As a reader, I’m always fascinated by the way authors use language to convey meaning and emotion. Chimamanda Ngozi Adichie’s 2003 novel Purple Hibiscus is a great example of this. Adichie intersperses Igbo words and expressions throughout the novel, creating a unique and powerful reading experience. This linguistic diversity highlights the close connection between language and culture, and how it can enrich our lives.
Translation can be difficult, as it’s often impossible to capture the exact sense of the original text. Take the French phrase joie de vivre, which can be translated as “joy of living” but doesn’t quite capture the Gallic flavour of the original “joie”. This is why anglophones often borrow the French phrase.
In my upcoming book Words in Collision: Multilingualism in English-Language Fiction, I explore how authors have used language diversity to convey meaning and emotion. In Charlotte Brontë’s novel Shirley, for example, French serves as a means of resistance for the two English protagonists against their patriarchal milieu.
In other works of literature, language clashes are used to represent broader power conflicts. Shakespeare’s play Henry V includes a remarkable amount of French dialogue, which is used to represent a literal war on the battlefield and a figurative war between languages.
In post-colonial literature, linguistic collisions often coincide with political struggles between regimes of European hegemony and decolonizing movements. Arundhati Roy’s 1998 novel The God of Small Things is a great example of this, with English and Malayalam vying for supremacy. Similarly, in Adichie’s Purple Hibiscus, Eugene imposes English speech on his Igbo-speaking Nigerian family, while they resist by speaking Igbo in private.

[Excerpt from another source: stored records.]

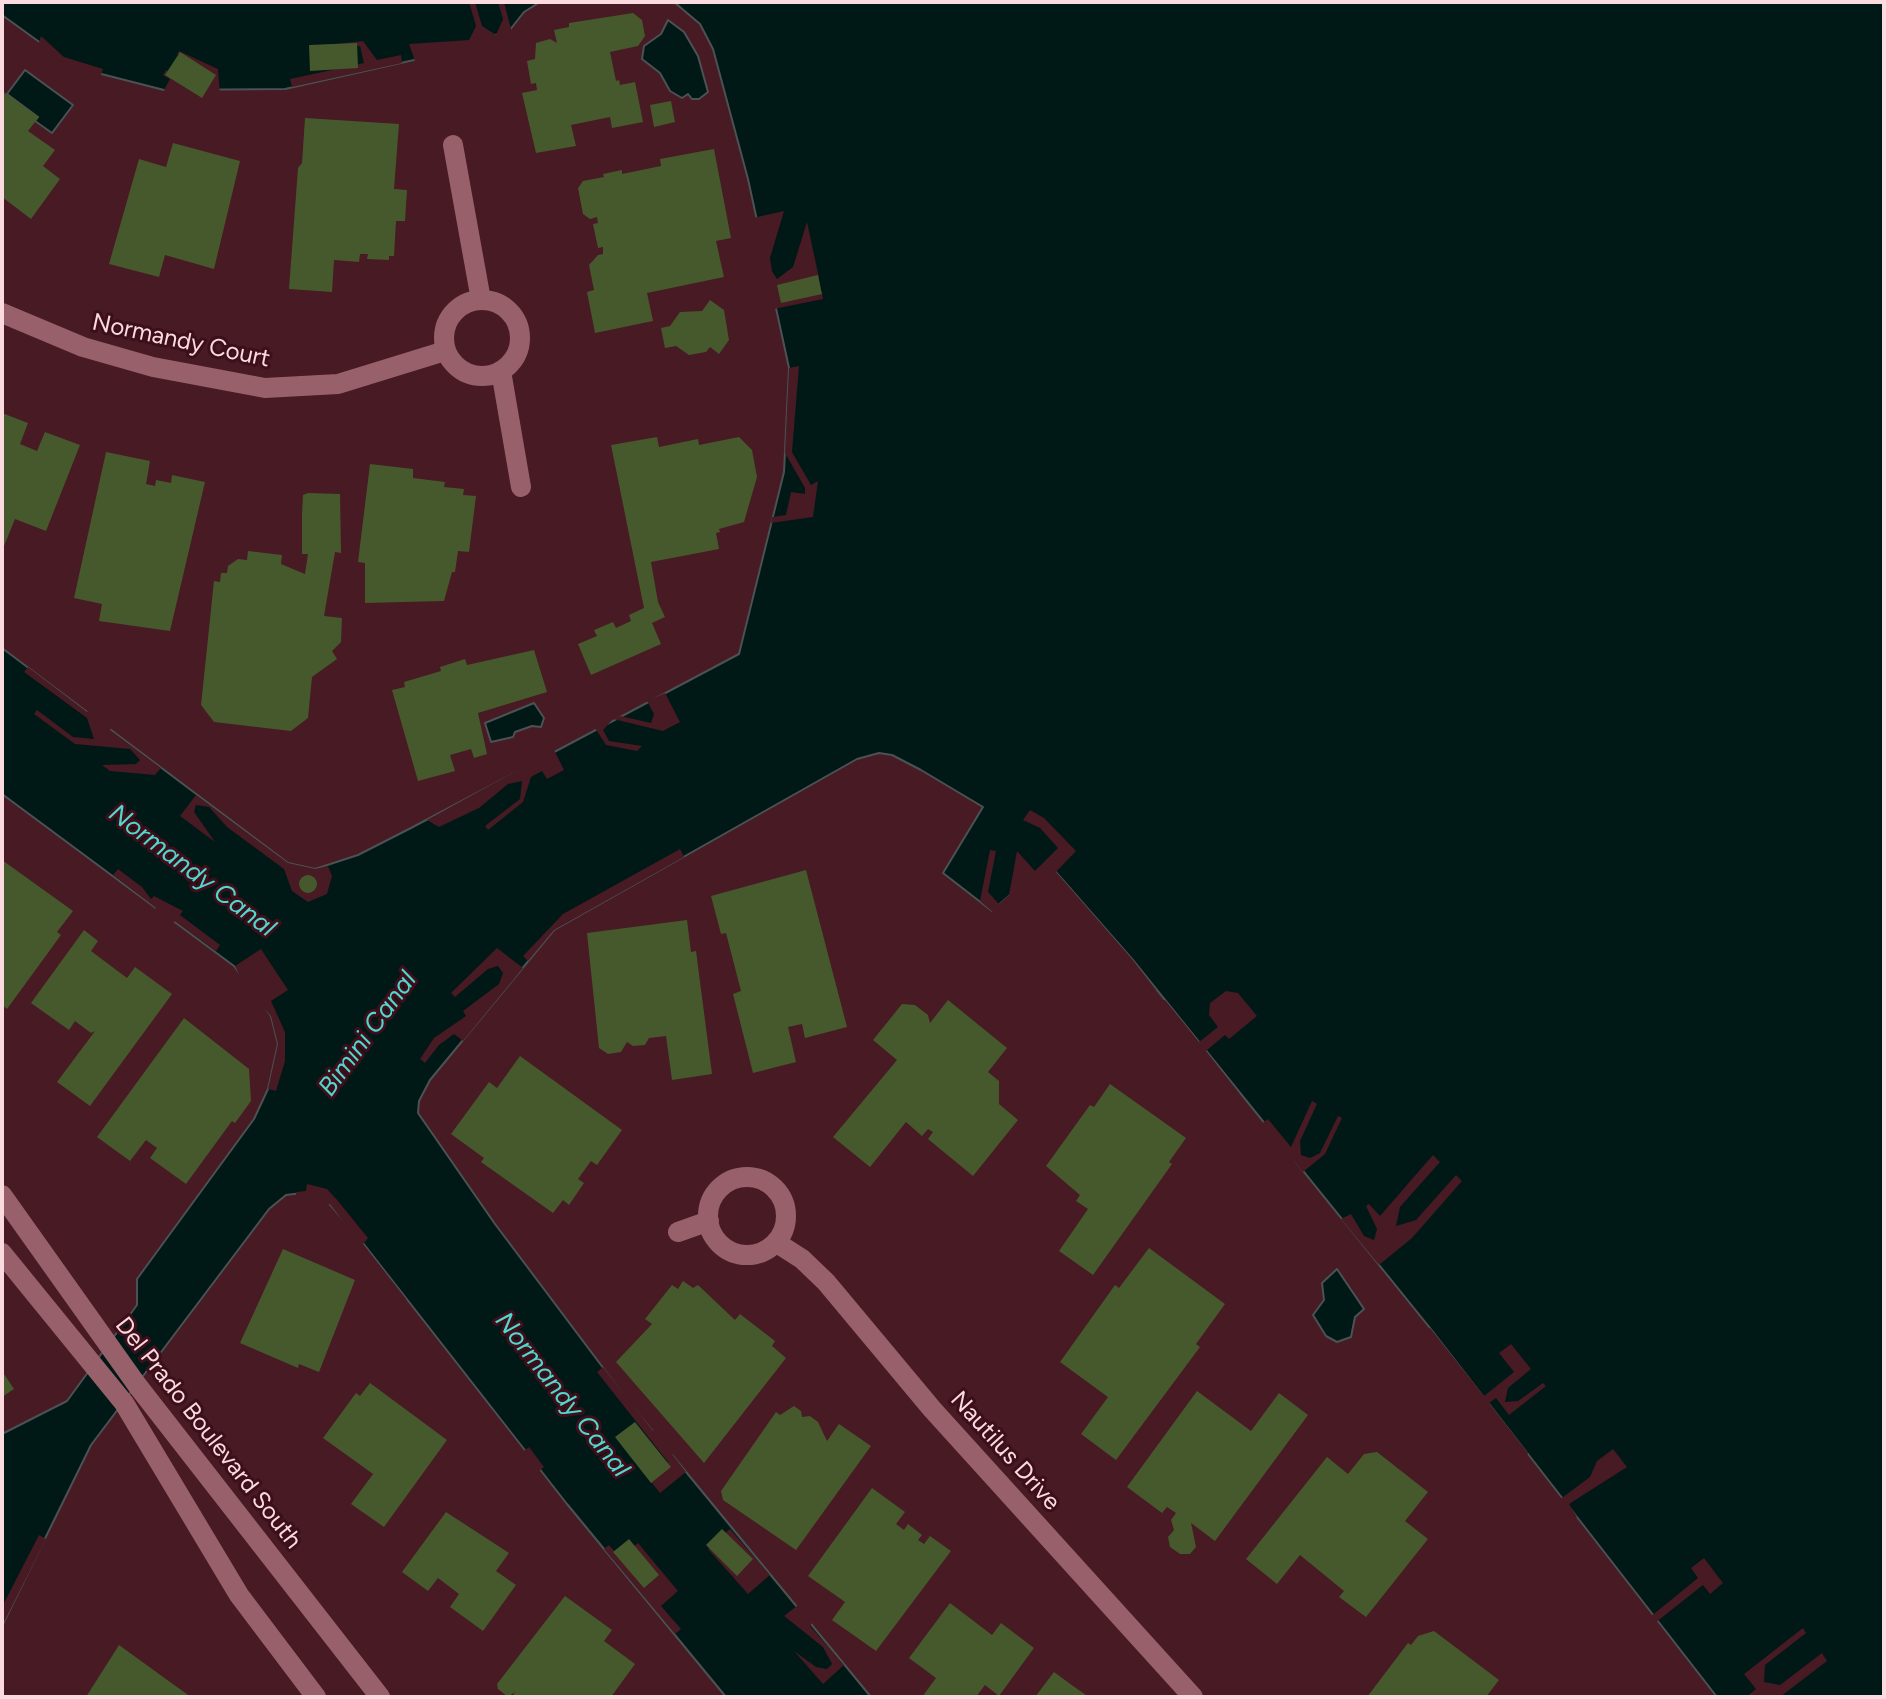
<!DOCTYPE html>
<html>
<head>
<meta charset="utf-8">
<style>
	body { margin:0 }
	#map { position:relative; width:1886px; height:1699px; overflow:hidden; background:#471a24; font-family:Figtree,sans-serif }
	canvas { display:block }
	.frame { position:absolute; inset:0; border:4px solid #fbdbe0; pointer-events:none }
</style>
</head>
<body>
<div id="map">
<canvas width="1886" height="1699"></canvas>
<div class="frame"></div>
</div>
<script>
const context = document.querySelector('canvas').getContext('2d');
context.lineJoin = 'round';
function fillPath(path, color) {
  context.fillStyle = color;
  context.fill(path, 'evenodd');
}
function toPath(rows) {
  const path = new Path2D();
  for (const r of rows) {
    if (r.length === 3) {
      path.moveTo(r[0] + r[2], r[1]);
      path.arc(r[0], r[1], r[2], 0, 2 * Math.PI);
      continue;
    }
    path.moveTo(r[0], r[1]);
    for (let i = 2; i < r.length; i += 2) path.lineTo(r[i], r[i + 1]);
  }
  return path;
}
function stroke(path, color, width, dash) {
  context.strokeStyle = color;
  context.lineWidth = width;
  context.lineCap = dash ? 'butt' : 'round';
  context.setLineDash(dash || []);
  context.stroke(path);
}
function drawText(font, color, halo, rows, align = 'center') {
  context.font = font + ' Figtree,sans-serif';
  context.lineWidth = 6;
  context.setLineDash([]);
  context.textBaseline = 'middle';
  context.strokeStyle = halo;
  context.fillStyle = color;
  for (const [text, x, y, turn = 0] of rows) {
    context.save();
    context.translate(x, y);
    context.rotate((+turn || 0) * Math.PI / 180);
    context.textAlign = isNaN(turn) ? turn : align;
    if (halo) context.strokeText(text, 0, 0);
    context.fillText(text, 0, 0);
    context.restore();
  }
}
const water = toPath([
	[2,2,540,2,524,12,509,31,414,60,285,89,164,90,74,67,2,15,2,2],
	[674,2,1884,2,1884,1697,1717,1697,1430,1328,1132,959,1047,862,992,911,943,873,983,807,921,770,892,755,879,753,857,759,554,930,430,1080,419,1101,418,1113,495,1224,631,1405,871,1697,726,1697,567,1504,363,1243,327,1201,310,1192,286,1195,269,1209,91,1445,2,1626,2,1434,67,1401,137,1305,137,1279,254,1119,268,1089,278,1044,271,1016,234,966,2,794,2,648,288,863,315,869,358,855,411,828,739,654,784,472,789,368,748,179,713,49,700,24,674,2],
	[668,20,684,32,698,56,708,92,699,99,692,99,688,94,682,98,670,91,660,73,642,59,644,46,661,34,668,20],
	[25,70,73,105,52,133,35,121,38,117,7,94,25,70],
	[534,703,544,718,541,727,532,726,515,732,513,737,491,742,485,723,534,703],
	[1337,1269,1364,1309,1355,1317,1351,1337,1337,1342,1326,1336,1313,1315,1324,1300,1322,1283,1337,1269]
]);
fillPath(water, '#001816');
stroke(water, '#4b5253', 2);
fillPath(toPath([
	[469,2,475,2,482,26,496,35,503,19,498,2,504,2,512,33,415,61,409,44,469,40,476,26],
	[41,36,64,57,103,69,100,78,72,70,38,45],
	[363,41,377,60,401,55,402,63,292,87,290,79,364,63,360,46,311,51,310,47],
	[179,51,218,69,220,94,168,94,164,90,170,79,163,75,166,70,188,84,199,67,177,54],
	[784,211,770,258,772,271,777,279,793,267,807,222,819,278,790,284,793,298,822,292,823,299,774,309,753,218],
	[799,366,792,452,811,485,818,481,813,517,771,523,772,517,786,515,791,492,805,494,805,488,785,453,789,368],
	[28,667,87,712,90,709,112,726,110,730,161,768,155,775,110,771,102,765,136,764,140,760,130,749,75,744,34,714,37,710,73,737,94,739,87,718,24,672],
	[665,693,680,722,663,731,613,719,603,730,609,741,642,746,637,751,606,745,595,728,620,716,651,723,654,714,647,701],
	[554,750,564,770,547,779,542,771,531,777,523,802,488,830,485,826,520,799,522,781,508,784,479,808,439,827,427,820],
	[196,795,288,863,315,869,328,866,332,876,327,894,308,902,292,891,284,869,227,827,209,807,196,805,194,812,215,842,180,816],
	[1030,810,1044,818,1076,851,1056,872,1132,959,1156,990,1153,992,1046,867,995,914,980,901,990,850,996,851,988,892,999,904,1009,895,1017,851,1035,871,1058,848,1040,828,1023,820],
	[680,849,684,857,554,930,528,961,523,956,563,914],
	[118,869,142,887,151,899,154,896,183,911,180,915,220,945,216,951,175,921,172,924,154,911,156,908,113,875],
	[497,948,523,968,463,1041,454,1034,439,1045,425,1063,420,1059,434,1038,466,1016,463,1011,499,984,503,973,498,966,488,969,455,997,451,993],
	[261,949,288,990,271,1001,285,1032,285,1061,276,1091,268,1089,278,1044,271,1016,246,989,235,966],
	[1226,991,1238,993,1257,1016,1229,1039,1225,1035,1206,1051,1239,1093,1237,1096,1161,1002,1165,1000,1199,1042,1218,1027,1209,1015,1210,1003],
	[1312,1101,1317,1104,1300,1141,1301,1155,1310,1158,1320,1153,1338,1116,1342,1118,1325,1154,1303,1172,1294,1161,1290,1163,1260,1125,1268,1119,1291,1147],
	[1433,1155,1440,1162,1400,1207,1396,1226,1416,1220,1456,1175,1462,1181,1412,1238,1379,1265,1341,1219,1351,1214,1364,1236,1374,1240,1377,1229,1366,1206,1369,1204,1380,1216],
	[307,1184,327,1189,338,1201,368,1238,363,1244,406,1299,403,1302,330,1204,326,1206,309,1196,296,1196,296,1192,306,1191],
	[1430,1328,1484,1396,1514,1372,1499,1353,1511,1344,1531,1369,1508,1388,1505,1402,1518,1401,1543,1383,1546,1386,1509,1415,1496,1398,1489,1403,1528,1453,1526,1457,1427,1330],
	[603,1367,653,1431,657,1429,675,1452,672,1454,686,1472,660,1493,619,1442,651,1476,668,1462,597,1372],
	[491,1409,524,1451,529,1447,544,1467,536,1473,488,1412],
	[1613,1449,1627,1467,1569,1504,1577,1517,1573,1519,1559,1500,1590,1477,1597,1461],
	[730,1529,770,1575,748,1594,708,1549],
	[39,1535,46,1539,2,1626,2,1607],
	[638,1543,678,1591,661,1606,681,1629,675,1634,604,1549,609,1545,640,1581,633,1547],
	[1704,1558,1723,1583,1710,1594,1703,1585,1655,1623,1650,1617,1698,1578,1691,1568],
	[798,1605,812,1623,810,1626,844,1665,823,1684,794,1651,816,1667,827,1669,832,1664,823,1647,784,1616],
	[1803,1628,1806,1633,1765,1665,1764,1682,1780,1685,1822,1653,1827,1661,1780,1697,1746,1697,1756,1689,1744,1674]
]), '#471a24');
fillPath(toPath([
	[633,13,642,20,645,36,638,46,610,52,616,81,619,80,620,85,635,82,643,122,612,128,610,117,571,125,576,146,536,153,522,93,537,90,536,83,531,84,527,61,535,59,536,43,550,39,557,43,554,30,569,27,569,23],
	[357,43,358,68,310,71,309,45],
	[180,52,216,75,202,98,165,75],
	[2,91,39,117,28,131,55,150,43,166,60,179,31,219,2,197],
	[671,101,675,122,654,127,650,105],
	[305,118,399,124,394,189,407,190,405,221,396,221,394,256,389,256,389,260,367,259,368,254,360,254,359,262,334,260,332,292,289,289,298,168,302,163],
	[173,143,240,161,214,269,165,255,159,277,109,264,139,159,166,167],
	[714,149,731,238,716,241,724,277,647,293,653,321,595,333,587,292,594,290,589,265,598,255,603,254,603,247,598,248,593,224,598,223,597,217,590,219,583,214,578,188,583,181,604,177,603,174,622,170,622,174,661,166,660,159],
	[818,275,822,294,781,303,777,285],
	[710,300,724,310,729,340,719,354,710,347,706,352,689,355,676,346,665,348,661,328,670,326,680,312,702,311],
	[2,413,28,423,20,444,37,451,45,432,80,445,46,531,15,519,4,546],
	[657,437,659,447,698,439,699,445,739,437,752,450,757,477,744,522,719,529,720,532,716,533,719,549,651,562,658,602,665,617,652,623,661,644,591,675,578,644,597,636,594,630,613,622,616,628,631,621,629,615,644,608,611,445],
	[106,452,150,461,146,484,155,486,156,480,171,483,172,475,205,482,170,631,99,621,102,604,74,598],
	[370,464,413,469,413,478,445,482,444,487,464,489,463,495,476,496,469,552,458,551,455,572,452,572,444,601,365,603,365,563,358,562],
	[308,493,340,494,341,553,335,552,324,616,342,618,341,642,332,651,337,659,312,677,308,718,291,731,214,722,201,705,214,581,220,582,221,573,227,573,228,566,238,559,247,560,248,551,282,555,281,564,305,574,308,554,302,554,302,514,303,495],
	[534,650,547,692,478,713,487,754,474,758,471,749,450,755,455,771,418,781,392,690,405,687,404,682,441,671,440,667,465,659,467,665],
	[2,860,73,911,57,932,61,935,7,1009,2,1005],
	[806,870,847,1027,805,1038,802,1024,788,1027,796,1062,753,1073,733,994,741,991,726,933,721,934,711,896],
	[308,884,9],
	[687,920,691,952,696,951,712,1074,672,1080,666,1036,649,1038,645,1045,633,1046,627,1042,621,1052,608,1054,599,1048,587,933],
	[84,930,98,941,91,951,127,978,135,967,172,994,90,1106,57,1082,95,1031,91,1033,75,1021,69,1030,31,1003],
	[948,1000,1007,1048,988,1072,999,1081,999,1104,1018,1120,973,1176,928,1139,933,1132,928,1129,922,1136,906,1122,870,1167,833,1137,897,1060,873,1040,902,1004,915,1005,928,1015,930,1023],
	[184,1018,249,1069,251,1101,235,1123,232,1121,186,1184,150,1158,157,1148,146,1140,130,1161,97,1137],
	[520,1056,622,1130,597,1165,591,1161,578,1179,584,1183,569,1205,563,1200,553,1213,481,1162,484,1158,451,1134,489,1082,497,1088],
	[1110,1084,1186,1138,1169,1162,1172,1164,1093,1275,1059,1251,1088,1209,1076,1201,1080,1195,1046,1166,1090,1105,1094,1107],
	[1149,1248,1225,1304,1196,1344,1200,1347,1116,1460,1081,1434,1108,1397,1060,1362,1115,1285,1119,1288],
	[283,1249,355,1280,319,1372,299,1364,298,1368,240,1343],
	[683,1281,693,1288,698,1285,735,1320,740,1314,775,1341,772,1346,786,1358,704,1463,616,1362,652,1324,645,1319,672,1285,678,1289],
	[2,1371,14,1389,2,1397],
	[370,1383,447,1440,384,1527,351,1504,373,1474,323,1438,356,1393,360,1396],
	[1197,1391,1251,1431,1279,1393,1308,1415,1215,1541,1191,1523,1196,1547,1190,1554,1180,1554,1170,1547,1168,1537,1174,1530,1171,1520,1176,1513,1167,1507,1162,1513,1127,1487],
	[794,1406,801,1411,802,1417,810,1416,818,1422,827,1441,839,1424,871,1446,796,1550,723,1500,721,1491,776,1412,780,1415],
	[635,1422,671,1467,651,1483,615,1437],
	[1377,1452,1428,1492,1405,1521,1428,1539,1366,1617,1339,1597,1344,1591,1300,1555,1277,1584,1246,1559,1327,1457,1348,1474,1364,1454],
	[872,1488,905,1512,896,1524,904,1530,908,1524,922,1535,918,1540,924,1544,930,1536,951,1551,876,1651,832,1620,845,1602,808,1576],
	[446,1512,509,1553,496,1571,516,1585,483,1631,450,1607,459,1594,438,1578,428,1591,402,1572],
	[722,1529,753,1559,737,1576,706,1545],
	[629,1539,659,1575,644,1588,613,1552],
	[565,1596,612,1630,604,1641,635,1664,611,1697,512,1697,515,1692,508,1697,498,1689,497,1684],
	[950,1603,992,1635,1001,1623,1034,1648,999,1696,985,1685,976,1697,922,1697,936,1678,909,1658],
	[1434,1631,1499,1680,1486,1697,1367,1697,1408,1643,1411,1645,1418,1636],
	[119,1645,170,1682,191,1697,86,1697],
	[1054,1672,1073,1686,1089,1697,1035,1697]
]), '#46592d');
stroke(toPath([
	[453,145,481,300],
	[482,338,38],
	[2,313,83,347,153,367,265,388,338,384,445,351],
	[501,371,521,487],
	[747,1216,39],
	[2,1195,137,1385,380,1697],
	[678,1232,709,1221],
	[777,1243,802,1259,826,1282,932,1409,1193,1697],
	[2,1253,124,1403,239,1595,316,1697]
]), '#98606a', 20);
drawText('24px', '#fbdbe0', '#3c0f1b', [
	["Normandy Court",181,341,12],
	["Del Prado Boulevard South",208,1433,52],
	["Nautilus Drive",1005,1451,48]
]);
drawText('italic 26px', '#51d7cd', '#3c0f1b', [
	["Normandy Canal",192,871,37],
	["Bimini Canal",368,1034,-54],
	["Normandy Canal",562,1395,52]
]);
</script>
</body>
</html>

Sarah Dowling, a comparative literature scholar, studies “translingual poetries” — poetry written in multiple languages “informed by feminist, anti-racist, immigrant rights and Indigenous sovereignty movements”. Dowling argues that monolingualism is an ideology that shapes how we understand ourselves and our units of belonging. This can be seen in the case of Stephen Miller, the architect of Donald Trump’s exclusionary immigration policy, who protested against the presence of Spanish in his Southern California high school.
The emergence of polyglot texts like Julia Alvarez’s 1996 poetry collection The Other Side/El Otro Lado or Quiara Alegría Hudes’s memoir My Broken Language (2021) demonstrate cosmopolitanism rather than insularity. As readers, we should welcome these texts and join the multilingual world to enhance our joie de vivre.